Die Kammer legt diese überzeugenden und nachvollziehbaren Bekundungen und Bewertungen der Sachverständigen ihrer Entscheidung zu Grunde und erachtet die Voraussetzungen des § 64 Satz 1 StGB sowie auch die hinreichende Erfolgsaussicht der Behandlung gem. § 64 Satz 2 StGB als erfüllt, so dass die Unterbringung des Angeklagten in einer Entziehungsanstalt anzuordnen war. Die Möglichkeit einer Unterbringung von mehr als zwei Jahren, wie sie von der Sachverständigen prognostiziert wurde, besteht nach § 67d Abs. 1 Satz 3 StGB (vgl.
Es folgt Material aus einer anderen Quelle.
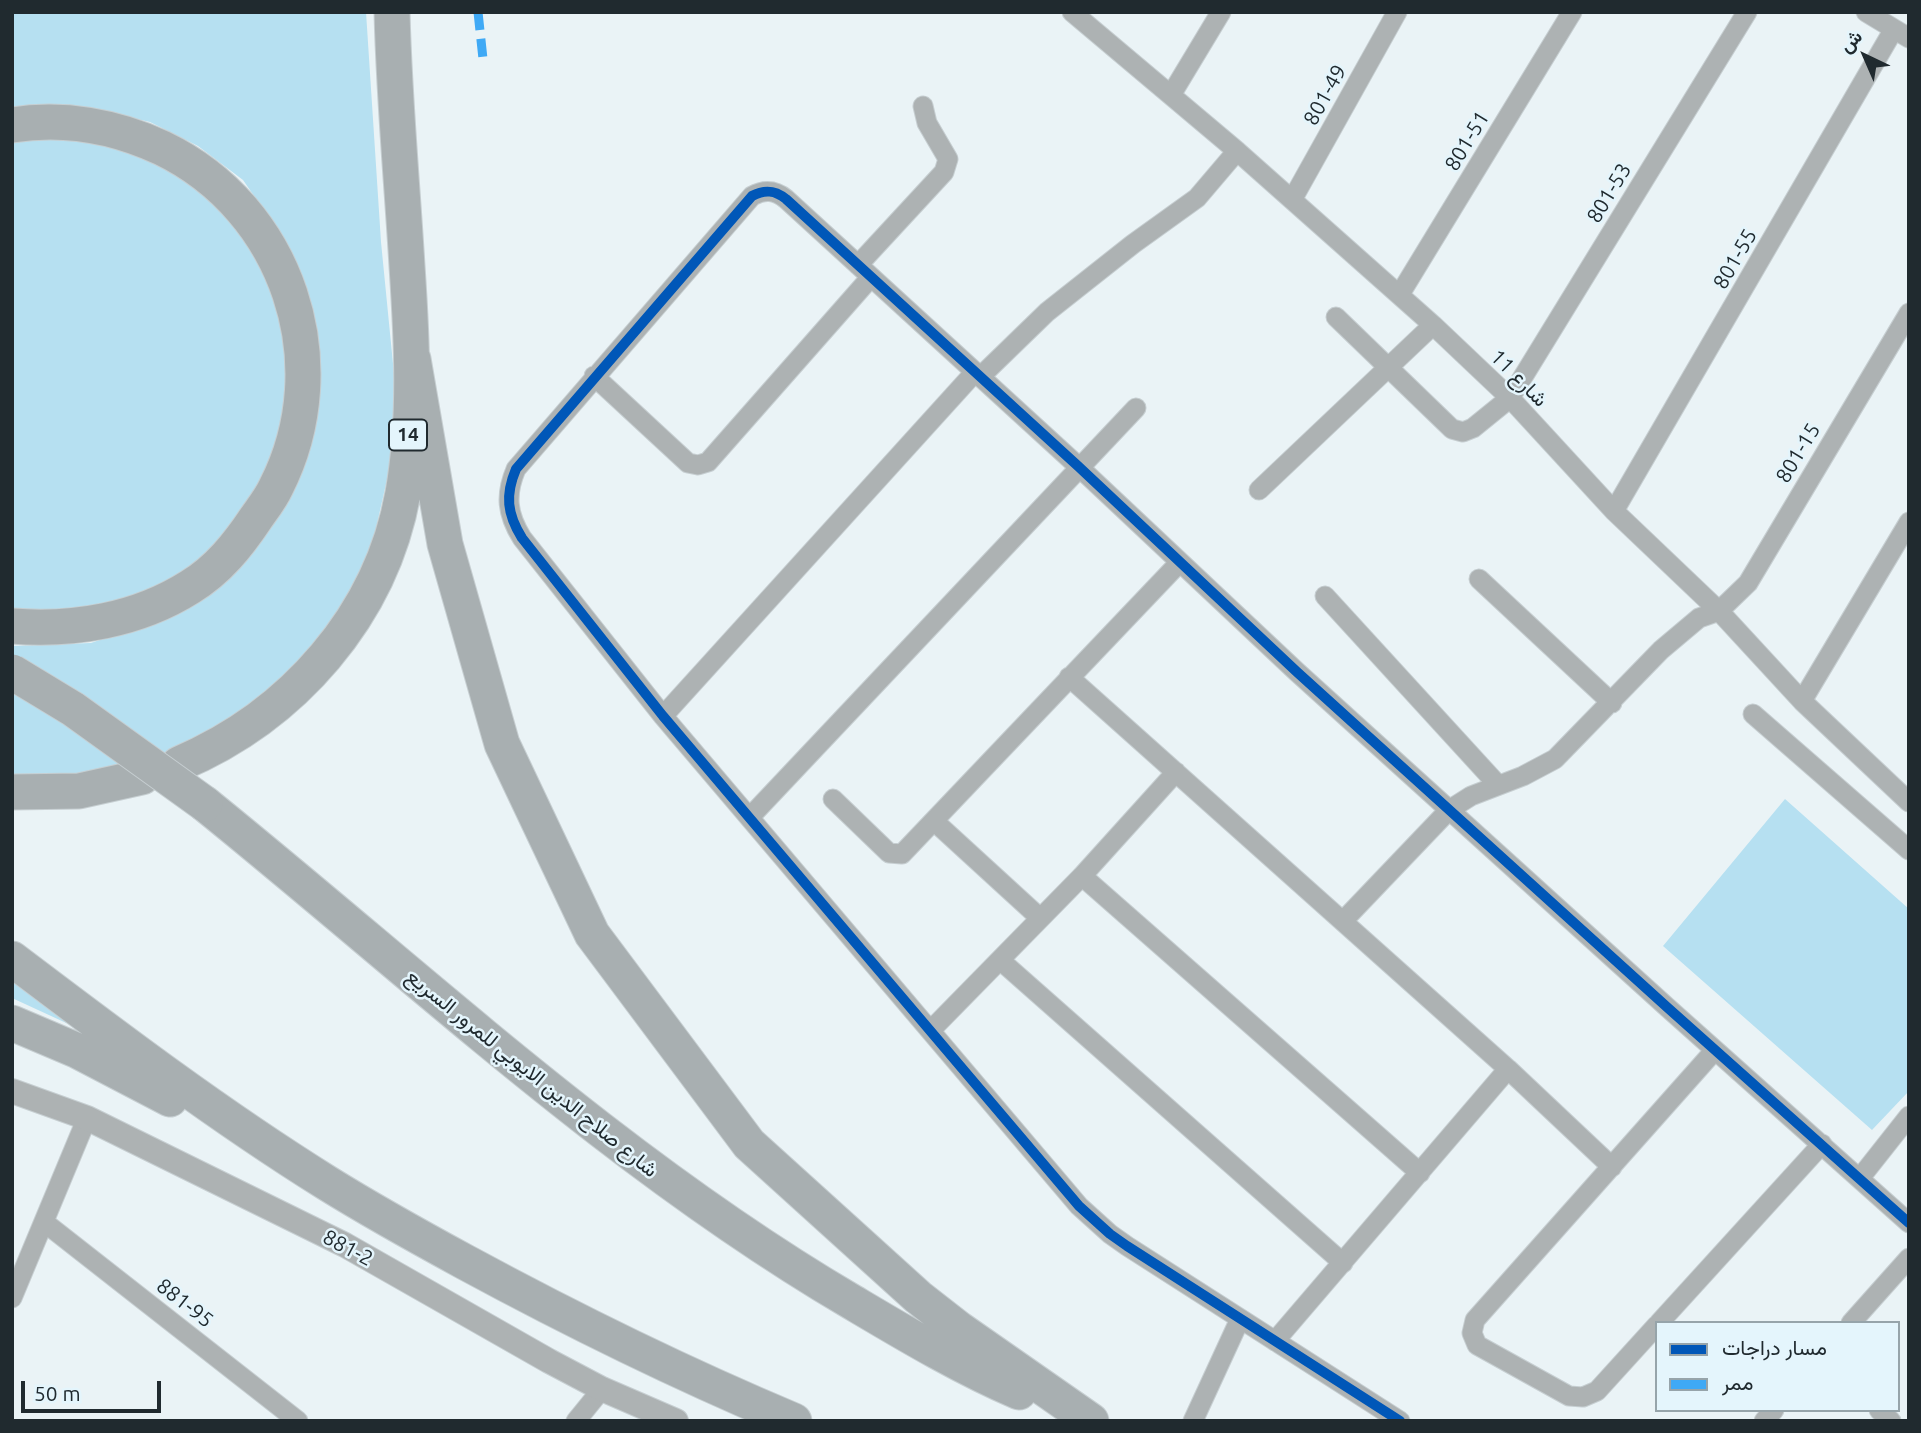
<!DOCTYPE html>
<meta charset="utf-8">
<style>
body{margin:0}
#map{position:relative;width:1921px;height:1433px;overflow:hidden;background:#eaf3f6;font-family:Ubuntu,Vazirmatn,sans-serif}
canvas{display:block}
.frame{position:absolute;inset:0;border:14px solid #202a2f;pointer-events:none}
.legend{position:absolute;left:1655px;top:1321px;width:245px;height:91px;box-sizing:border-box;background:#e4f5fc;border:2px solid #96a4aa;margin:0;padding:9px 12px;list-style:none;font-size:21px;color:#202a2f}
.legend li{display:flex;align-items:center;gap:14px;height:35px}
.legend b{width:35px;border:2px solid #96a4aa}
.north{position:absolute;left:1830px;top:21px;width:70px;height:70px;-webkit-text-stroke:5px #e4f5fc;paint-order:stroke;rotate:316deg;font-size:19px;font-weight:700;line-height:28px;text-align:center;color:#202a2f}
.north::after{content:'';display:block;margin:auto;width:24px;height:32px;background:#202a2f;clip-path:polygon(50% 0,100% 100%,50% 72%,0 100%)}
.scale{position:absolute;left:21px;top:1381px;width:140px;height:32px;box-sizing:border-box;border:4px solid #202a2f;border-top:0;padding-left:9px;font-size:21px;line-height:24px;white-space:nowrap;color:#202a2f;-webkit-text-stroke:5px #e4f5fc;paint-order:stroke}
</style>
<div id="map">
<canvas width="1921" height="1433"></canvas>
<div class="frame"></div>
<ul class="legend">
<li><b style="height:9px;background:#0057b8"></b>مسار دراجات</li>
<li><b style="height:9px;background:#3fa9f5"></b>ممر</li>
</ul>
<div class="north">ش</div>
<div class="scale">50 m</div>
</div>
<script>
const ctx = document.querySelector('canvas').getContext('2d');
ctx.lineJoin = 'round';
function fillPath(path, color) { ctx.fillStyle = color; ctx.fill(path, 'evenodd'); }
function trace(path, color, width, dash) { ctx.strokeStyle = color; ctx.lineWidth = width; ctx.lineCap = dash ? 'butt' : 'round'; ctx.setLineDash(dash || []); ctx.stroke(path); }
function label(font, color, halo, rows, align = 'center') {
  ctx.font = font + ' Ubuntu,Vazirmatn,sans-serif'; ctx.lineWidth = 5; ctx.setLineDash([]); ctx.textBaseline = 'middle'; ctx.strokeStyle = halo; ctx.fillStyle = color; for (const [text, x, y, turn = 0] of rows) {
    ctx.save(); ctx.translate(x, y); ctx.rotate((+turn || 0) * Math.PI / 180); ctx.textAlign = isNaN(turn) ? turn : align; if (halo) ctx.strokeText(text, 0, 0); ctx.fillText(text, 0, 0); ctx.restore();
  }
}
const green = new Path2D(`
 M 12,12 L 366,12 L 381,242 L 395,384 L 393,453 L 374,537 L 357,583 L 324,634 L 284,681 L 232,718 L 171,753 L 130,769 L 12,782 L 12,646 L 91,643 L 168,616 L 237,569 L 288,503 L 307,454 L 318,404 L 319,356 L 312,318 L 277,229 L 243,180 L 198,146 L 150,122 L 85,107 L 24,106 L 12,109 Z
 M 56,138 L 107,144 L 152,160 L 183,180 L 220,208 L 257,258 L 280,301 L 288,357 L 286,406 L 276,456 L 257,496 L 194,568 L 150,593 L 81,611 L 12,609 L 12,142 Z
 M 1785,799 L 1909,909 L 1909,1091 L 1872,1130 L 1663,946 Z
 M 12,972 L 114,1045 L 12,998 Z`);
const minor = new Path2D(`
 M 1072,12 L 1237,151 L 1433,325 L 1510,398 L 1614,511 L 1719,611 L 1802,701 L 1909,802
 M 1866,12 L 1909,38
 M 1171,95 L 1221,12
 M 1292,200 L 1397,12
 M 858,265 L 944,172 L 948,159 L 927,123 L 923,106
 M 1400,294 L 1572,12
 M 1336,317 L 1452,429 L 1463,432 L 1473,428 L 1510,398 L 1747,12
 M 594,376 L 688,463 L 698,465 L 708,462 L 871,277
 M 980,377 L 1047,312 L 1133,244 L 1197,198 L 1237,151
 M 1259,490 L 1433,325
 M 1614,511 L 1894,29
 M 1479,579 L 1612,703
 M 1325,596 L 1498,785
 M 1069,677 L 1508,1069 L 1612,1167
 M 1802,701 L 1909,522
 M 1753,714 L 1909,850
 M 663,716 L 975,372
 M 833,799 L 889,853 L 902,854 L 1180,562
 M 750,817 L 1136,408
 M 934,821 L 1040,918
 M 1082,876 L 1420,1173
 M 1343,921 L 1449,810 L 1471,796 L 1523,776 L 1555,759 L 1661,650 L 1699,618 L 1719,611 L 1748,583 L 1909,313
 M 1000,960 L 1343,1263
 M 931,1030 L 1082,876 L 1176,772
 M 1860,1178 L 1909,1116
 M 44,1222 L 298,1421
 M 12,1298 L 87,1118
 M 1659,1323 L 1822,1144
 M 1851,1323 L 1909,1258
 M 1657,1325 L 1597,1391 L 1583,1397 L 1569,1396 L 1477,1345 L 1472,1333 L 1475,1320 L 1715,1050
 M 1275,1341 L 1508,1069
 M 1879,1410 L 1891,1421
 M 576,1421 L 602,1389
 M 1193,1421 L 1240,1319
 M 1400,1421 L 1127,1246 L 1110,1234 L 1079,1206 L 663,716 L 522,538 C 507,514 505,495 516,469 L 752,196 C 765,189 775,190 786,199 L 1079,467 L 1297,672 L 1668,1008 L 1909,1223
 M 1764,1421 L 1774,1410`);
const tertiary = new Path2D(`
 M 12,1091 L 87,1118 L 345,1245 L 549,1361 L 602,1389 L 676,1421`);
const motorway = new Path2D(`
 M 12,125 C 63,117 115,126 162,148 C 288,209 339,363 276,487 C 271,498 263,508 256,518 C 238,545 218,570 190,587 C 138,620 74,631 12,626
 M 413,359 L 445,544 L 502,744 L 592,934 L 749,1144 L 918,1297 L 959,1329 L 1091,1421
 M 179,764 C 292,716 381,616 403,493 C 416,419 412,341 407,266 C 402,182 394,97 392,12
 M 12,792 L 79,791 L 142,777
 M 205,804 C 418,976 614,1162 852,1302 C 906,1334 961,1367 1019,1392
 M 12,959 C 115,1037 218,1115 327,1183 C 372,1211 419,1237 465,1262 C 572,1320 682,1374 794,1421
 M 12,1023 L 78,1051 L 170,1099`);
const motorwayBridge = new Path2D(`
 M 12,672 L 73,709 L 205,804`);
const quiet = new Path2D(`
 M 478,12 L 483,59`);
const cycleway = new Path2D(`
 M 1400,1421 L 1127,1246 L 1110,1234 L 1079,1206 L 663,716 L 522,538 C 507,514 505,495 516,469 L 752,196 C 765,189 775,190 786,199 L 1079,467 L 1297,672 L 1668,1008 L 1909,1223`);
const shields = [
 [408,435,38]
];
const shieldNames = [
 ["14",408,435]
];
const streetNames = [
 ["801-49",1325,95,-61],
 ["801-51",1467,141,-59],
 ["801-53",1609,193,-59],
 ["801-55",1735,259,-60],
 ["شارع 11",1519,378,45],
 ["801-15",1798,453,-59],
 ["شارع صلاح الدين الايوبي للمرور السريع",532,1073,39],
 ["881-2",348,1248,28],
 ["881-95",185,1303,38]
];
fillPath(green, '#b6e0f1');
trace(minor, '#c6ced1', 21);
trace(tertiary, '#c6ced1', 26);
trace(motorway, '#c6ced1', 37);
trace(minor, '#adb2b3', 19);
trace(tertiary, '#adb2b3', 24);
trace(motorway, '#a8afb1', 35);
trace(motorwayBridge, '#c6ced1', 37, []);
trace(motorwayBridge, '#a8afb1', 35);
trace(quiet, '#3fa9f5', 9, [18, 9]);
trace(cycleway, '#0057b8', 10);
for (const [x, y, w] of shields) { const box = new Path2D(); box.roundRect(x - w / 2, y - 15.5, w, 31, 5); ctx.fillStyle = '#e4f5fc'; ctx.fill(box); trace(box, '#202a2f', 2); }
label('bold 19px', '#202a2f', null, shieldNames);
label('21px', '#202a2f', '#e4f5fc', streetNames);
</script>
BGH, Beschluss vom 14.06.2017 – 3 StR 97/17 – NStZ-RR 2017, 310).

197

Gem. § 67 Abs. 2 Sätze 2 und 3 StGB war ein Vorwegvollzug von einem Jahr und sechs Monaten der Gesamtfreiheitsstrafe anzuordnen.

198

3.

199

Die Entscheidung über die Einziehung von Wertersatz beruht auf §§ 73, 73c, 73d StGB. Die Kammer hat den Wert der erlangten Tatbeute, soweit diese nicht in einem der Höhe nach feststellbaren Bargeldbetrag besteht, geschätzt.

200

Die Kammer hat den Wert der erlangten Tatbeute in Höhe von 3.600,00 € im Einzelnen wie folgt bestimmt:

201

a) Tat am 03.01.2019 (F01)

202

Bargeld1,000,00 €
2 Packungen Eiweißpulver25,00 € (geschätzt nach Verkaufswert)
1.025,00 €
203

b) Tat am 03.01.2019 (E3)

204

Bargeld1.500,00 €
1 Flasche Jägermeister10,00 € (geschätzt)
1.510,00 €
205

c) Tat am 03.01.2019 (E3)

206

Bargeld20,00 €
Geldkassette20,00 € (geschätzt)
40,00 €
207

d) Tat am 07.01.2019 (P3)

208

Bargeld100,00 €
Spardose20,00 € (geschätzt)
120,00 €
209

e) Tat am 10.01.2019 (F01)

210

Bargeld100,00 €
10 Packungen Eiweißpulver125,00 € (geschätzt nach Verkaufswert)
225,00 €
211

f) Tat am 12.01.2019 (…)

212

Kleingeld10,00 € (geschätzt)
213

g) Tat am 16.01.2019 (E2)

214

Bargeld200,00 €
2 Smartphones100,00 € (geschätzt)
2 Laptops300,00 € (geschätzt)
Geldabhebung70,00 €
670,00 €
215

VI.

216

Die Kostenentscheidung ergibt sich aus § 465 StPO.